Neda Maghbouleh is an American sociologist, scholar, writer, author, and educator. She is the Canada Research Chair in Migration, Race, and Identity and associate professor of Sociology at the University of Toronto Mississauga.

Biography
Neda Maghbouleh was born in New York City, and raised in Portland, Oregon. She attended Smith College (B.A. 2004); University of California, Santa Barbara (M.A. 2008 and PhD 2012). She moved to Canada with her family in 2013 for work.

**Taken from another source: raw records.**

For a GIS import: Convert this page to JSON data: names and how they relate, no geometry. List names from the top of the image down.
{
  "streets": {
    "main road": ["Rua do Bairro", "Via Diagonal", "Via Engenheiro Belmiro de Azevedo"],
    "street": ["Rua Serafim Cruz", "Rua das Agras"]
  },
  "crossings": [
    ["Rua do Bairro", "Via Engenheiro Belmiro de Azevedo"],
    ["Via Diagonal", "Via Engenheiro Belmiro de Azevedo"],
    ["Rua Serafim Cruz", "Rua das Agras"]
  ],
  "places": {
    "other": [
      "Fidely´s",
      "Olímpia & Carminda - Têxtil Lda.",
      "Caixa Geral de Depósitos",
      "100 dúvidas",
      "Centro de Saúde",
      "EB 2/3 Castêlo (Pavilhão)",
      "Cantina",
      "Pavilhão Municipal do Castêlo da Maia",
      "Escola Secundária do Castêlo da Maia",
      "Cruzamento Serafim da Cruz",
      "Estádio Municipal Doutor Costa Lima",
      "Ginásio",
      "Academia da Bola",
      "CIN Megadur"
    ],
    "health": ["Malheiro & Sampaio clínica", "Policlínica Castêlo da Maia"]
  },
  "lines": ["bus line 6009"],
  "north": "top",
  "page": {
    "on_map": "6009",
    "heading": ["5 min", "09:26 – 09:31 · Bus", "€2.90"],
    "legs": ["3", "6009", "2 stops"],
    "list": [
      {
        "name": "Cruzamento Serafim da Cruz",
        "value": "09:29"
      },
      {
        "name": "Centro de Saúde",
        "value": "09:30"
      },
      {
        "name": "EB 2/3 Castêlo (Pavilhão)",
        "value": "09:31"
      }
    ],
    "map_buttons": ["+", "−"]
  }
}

Her book The Limits of Whiteness: Iranian Americans and the Everyday Politics of Race (2017; Stanford University Press) looked at historical and legal evidence, as well as the sociological structures of how Iranian Americans have moved between the categorization of white and "not white" in race. It is about the people of all MENA communities, but it specifically centers around Iranians. The Limits of Whiteness also discusses the "Aryan narrative" used to describe Iranians by both the people in Iran and by the diaspora, and the formation of biases. When the book was first published many older Iranian Americans did not understand or agree with the book, but after Executive Order 13769 (also known more commonly as "Trump travel ban") in early 2017 many felt a more complicated relationship to race due to new legal challenges and restrictions.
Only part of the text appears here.